*** Supplied material ***
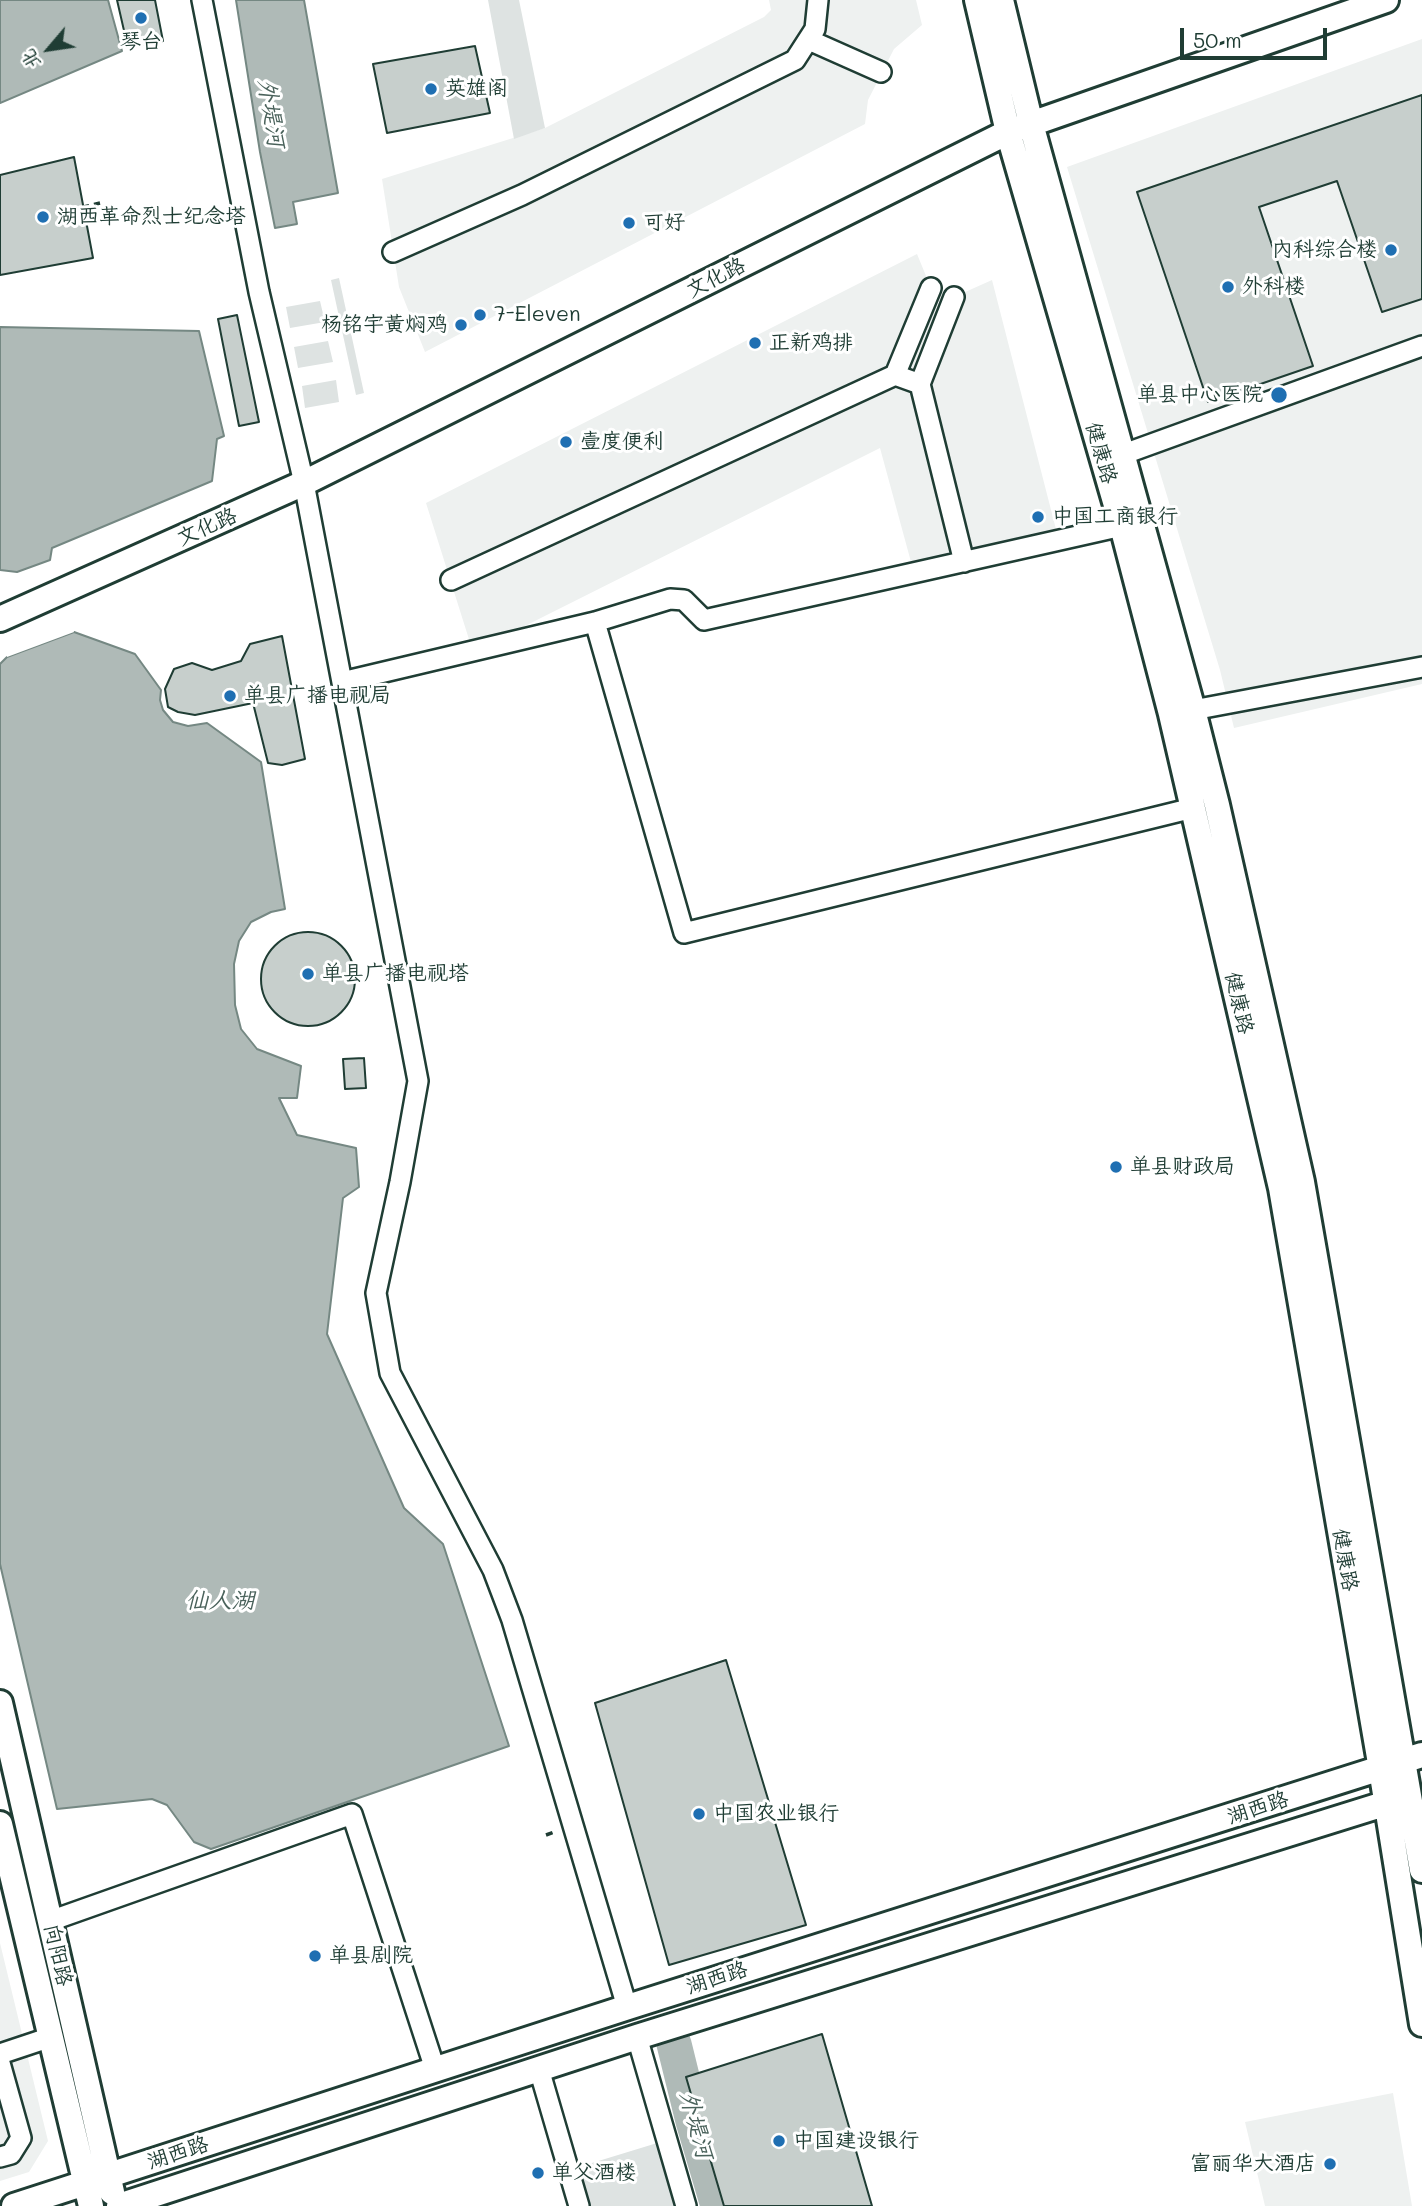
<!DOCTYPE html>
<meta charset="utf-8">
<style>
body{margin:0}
#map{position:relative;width:1422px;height:2206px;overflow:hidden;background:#fff;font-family:Mali,"LXGW WenKai TC",sans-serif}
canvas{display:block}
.north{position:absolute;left:14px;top:14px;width:70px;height:70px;-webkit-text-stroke:5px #fff;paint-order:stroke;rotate:241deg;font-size:19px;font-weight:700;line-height:28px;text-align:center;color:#1f3d34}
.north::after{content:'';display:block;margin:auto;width:24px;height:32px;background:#1f3d34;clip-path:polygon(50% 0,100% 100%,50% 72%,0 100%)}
.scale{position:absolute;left:1180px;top:28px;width:147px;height:32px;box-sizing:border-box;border:4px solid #1f3d34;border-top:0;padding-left:9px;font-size:21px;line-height:24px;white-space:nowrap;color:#1f3d34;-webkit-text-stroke:5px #fff;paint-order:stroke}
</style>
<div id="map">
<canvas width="1422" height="2206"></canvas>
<div class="north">北</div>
<div class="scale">50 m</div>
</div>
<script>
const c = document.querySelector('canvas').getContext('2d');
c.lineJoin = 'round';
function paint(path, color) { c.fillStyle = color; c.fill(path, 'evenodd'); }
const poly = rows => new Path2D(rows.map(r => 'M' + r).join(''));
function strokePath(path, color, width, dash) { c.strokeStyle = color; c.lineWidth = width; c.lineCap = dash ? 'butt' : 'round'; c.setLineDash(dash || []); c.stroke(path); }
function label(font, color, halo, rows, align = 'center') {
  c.font = font + ' Mali,"LXGW WenKai TC",sans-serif'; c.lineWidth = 6; c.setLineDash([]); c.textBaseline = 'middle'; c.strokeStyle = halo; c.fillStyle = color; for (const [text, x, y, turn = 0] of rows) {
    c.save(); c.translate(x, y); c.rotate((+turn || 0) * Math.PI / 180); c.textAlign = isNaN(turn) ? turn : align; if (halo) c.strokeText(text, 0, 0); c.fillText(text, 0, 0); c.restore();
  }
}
const built = poly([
 [769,0,916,0,922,25,894,49,868,100,865,124,425,352,399,287,382,179,545,128,764,17,771,10],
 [1422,39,1422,684,1234,728,1220,670,1067,167],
 [917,254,931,288,954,297,992,280,1059,541,914,573,880,448,473,652,426,503],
 [0,1943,48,2141,29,2172,0,2181],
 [1393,2093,1412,2206,1265,2206,1245,2122]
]);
const green = poly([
 [488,0,519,0,545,128,514,139],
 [339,278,364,393,356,395,331,280],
 [320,301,325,322,290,328,286,307],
 [328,341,333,362,298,368,294,347],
 [336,380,339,402,305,408,302,386],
 [667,2140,686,2206,579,2206,569,2170]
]);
const water = poly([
 [0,0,108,0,122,51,0,103,0,0],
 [236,0,304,0,338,193,293,202,297,224,275,228,260,152,236,0],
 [0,327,199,331,224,436,217,439,212,481,52,548,50,560,17,572,0,570,0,327],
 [74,632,135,654,161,690,160,700,163,710,173,722,188,726,207,723,261,762,285,909,271,912,251,922,239,941,234,964,235,1005,241,1029,257,1049,301,1066,297,1098,279,1098,297,1135,356,1148,359,1187,343,1198,327,1334,404,1508,443,1544,509,1746,211,1849,194,1842,167,1805,152,1799,57,1809,0,1564,0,664,7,657,74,632]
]);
const pier = poly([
 [73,628,74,632,7,657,6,654]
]);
const river = poly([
 [674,2044,693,2121,718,2206]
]);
const building = poly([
 [117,0,155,0,163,41,128,48,117,0],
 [475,46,490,113,387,133,373,64,475,46],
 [1422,95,1422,299,1382,312,1337,181,1259,207,1313,366,1208,402,1137,192,1422,95],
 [74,157,93,258,0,275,0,175,74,157],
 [237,315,259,422,239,426,218,319,237,315],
 [282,636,305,759,282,765,268,763,253,703,195,715,178,712,168,707,165,689,174,669,192,663,212,670,241,661,250,644,282,636],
 '261 979a47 47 0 1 1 94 0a47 47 0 1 1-94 0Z',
 [364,1058,366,1088,345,1089,343,1059,364,1058],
 [726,1660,806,1925,669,1965,595,1703,726,1660],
 [822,2034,872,2206,724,2206,686,2077,822,2034]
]);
const path = poly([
 [59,213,100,203],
 [546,1835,554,1832]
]);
const minor = poly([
 [202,0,259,292,304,483,418,1081,400,1182,376,1293,390,1373,493,1570,512,1620,627,2007],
 [809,40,881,72],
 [393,252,522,195,795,60,815,29,818,0],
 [895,375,931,288],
 [920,384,954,297],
 [1124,454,1422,346],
 [451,580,895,375,920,384,964,562],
 [595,622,684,933,1193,808],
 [342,682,595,622,670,599,684,600,704,620,1122,526],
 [1193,710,1422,667],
 [50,1921,352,1814,435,2069],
 [637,2037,686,2206],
 [0,2054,51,2037],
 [0,2063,21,2138,11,2154,0,2157],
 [539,2069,579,2206]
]);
const major = poly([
 [977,0,1008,132,1122,526,1171,714,1281,1188,1381,1769,1422,2024],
 [1001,0,1031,124,1193,710,1217,805,1302,1182,1422,1870],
 [0,619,304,483,1008,132,1386,0],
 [0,1703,112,2192],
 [0,1824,91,2206],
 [14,2206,628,2007,1422,1755],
 [119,2206,637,2037,1400,1799]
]);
const markers = [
 [141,18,7,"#1f6fb2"],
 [431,89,7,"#1f6fb2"],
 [43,217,7,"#1f6fb2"],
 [629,223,7,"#1f6fb2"],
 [1391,250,7,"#1f6fb2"],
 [1228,287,7,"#1f6fb2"],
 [480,315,7,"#1f6fb2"],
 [461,325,7,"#1f6fb2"],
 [755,343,7,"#1f6fb2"],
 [1279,395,9,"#1f6fb2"],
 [566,442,7,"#1f6fb2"],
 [1038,517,7,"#1f6fb2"],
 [230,696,7,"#1f6fb2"],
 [308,974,7,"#1f6fb2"],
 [1116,1167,7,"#1f6fb2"],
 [699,1814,7,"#1f6fb2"],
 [315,1956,7,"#1f6fb2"],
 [779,2141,7,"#1f6fb2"],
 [1330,2164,7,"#1f6fb2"],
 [538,2173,7,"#1f6fb2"]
];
const poiNames = [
 ["琴台",141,42,"center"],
 ["英雄阁",445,89],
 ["湖西革命烈士纪念塔",57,217],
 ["可好",643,223],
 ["内科综合楼",1377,250,"right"],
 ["外科楼",1242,287],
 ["7-Eleven",494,315],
 ["杨铭宇黄焖鸡",447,325,"right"],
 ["正新鸡排",769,343],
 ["单县中心医院",1263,395,"right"],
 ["壹度便利",580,442],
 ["中国工商银行",1052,517],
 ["单县广播电视局",244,696],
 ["单县广播电视塔",322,974],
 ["单县财政局",1130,1167],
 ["中国农业银行",713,1814],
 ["单县剧院",329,1956],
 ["中国建设银行",793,2141],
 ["富丽华大酒店",1316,2164,"right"],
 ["单父酒楼",552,2173]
];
const streetNames = [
 ["文化路",716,278,-27],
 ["健康路",1101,453,74],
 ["文化路",207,527,-24],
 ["健康路",1239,1003,77],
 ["健康路",1345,1560,80],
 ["湖西路",1258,1808,-18],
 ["向阳路",58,1955,77],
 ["湖西路",717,1978,-18],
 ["湖西路",178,2153,-18]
];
const waterNames = [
 ["外堤河",271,113,81],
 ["仙人湖",220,1601],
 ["外堤河",696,2125,75]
];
paint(built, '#eef1f0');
paint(green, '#dee3e2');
paint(water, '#afbab7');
strokePath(water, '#758883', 2);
paint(pier, '#fff');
strokePath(river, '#afbab7', 35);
paint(building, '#c7cfcc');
strokePath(building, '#1f3d34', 2);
strokePath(minor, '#1f3d34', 24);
strokePath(major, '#1f3d34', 30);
strokePath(path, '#1f3d34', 3.5, [7, 5]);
strokePath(minor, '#fff', 19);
strokePath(major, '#fff', 24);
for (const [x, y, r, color] of markers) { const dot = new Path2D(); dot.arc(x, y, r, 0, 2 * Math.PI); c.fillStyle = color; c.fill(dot); strokePath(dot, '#fff', 2.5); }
label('21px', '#1f3d34', '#fff', poiNames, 'left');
label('21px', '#1f3d34', '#fff', streetNames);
label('italic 23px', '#4a625b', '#fff', waterNames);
</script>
***
▶ [Required action]:
The required output is the exact run of lines from the start of the records through the line containing "function paint(path, color)", both ends included, with no pictures.

▶ [Task answer]:
<!DOCTYPE html>
<meta charset="utf-8">
<style>
body{margin:0}
#map{position:relative;width:1422px;height:2206px;overflow:hidden;background:#fff;font-family:Mali,"LXGW WenKai TC",sans-serif}
canvas{display:block}
.north{position:absolute;left:14px;top:14px;width:70px;height:70px;-webkit-text-stroke:5px #fff;paint-order:stroke;rotate:241deg;font-size:19px;font-weight:700;line-height:28px;text-align:center;color:#1f3d34}
.north::after{content:'';display:block;margin:auto;width:24px;height:32px;background:#1f3d34;clip-path:polygon(50% 0,100% 100%,50% 72%,0 100%)}
.scale{position:absolute;left:1180px;top:28px;width:147px;height:32px;box-sizing:border-box;border:4px solid #1f3d34;border-top:0;padding-left:9px;font-size:21px;line-height:24px;white-space:nowrap;color:#1f3d34;-webkit-text-stroke:5px #fff;paint-order:stroke}
</style>
<div id="map">
<canvas width="1422" height="2206"></canvas>
<div class="north">北</div>
<div class="scale">50 m</div>
</div>
<script>
const c = document.querySelector('canvas').getContext('2d');
c.lineJoin = 'round';
function paint(path, color) { c.fillStyle = color; c.fill(path, 'evenodd'); }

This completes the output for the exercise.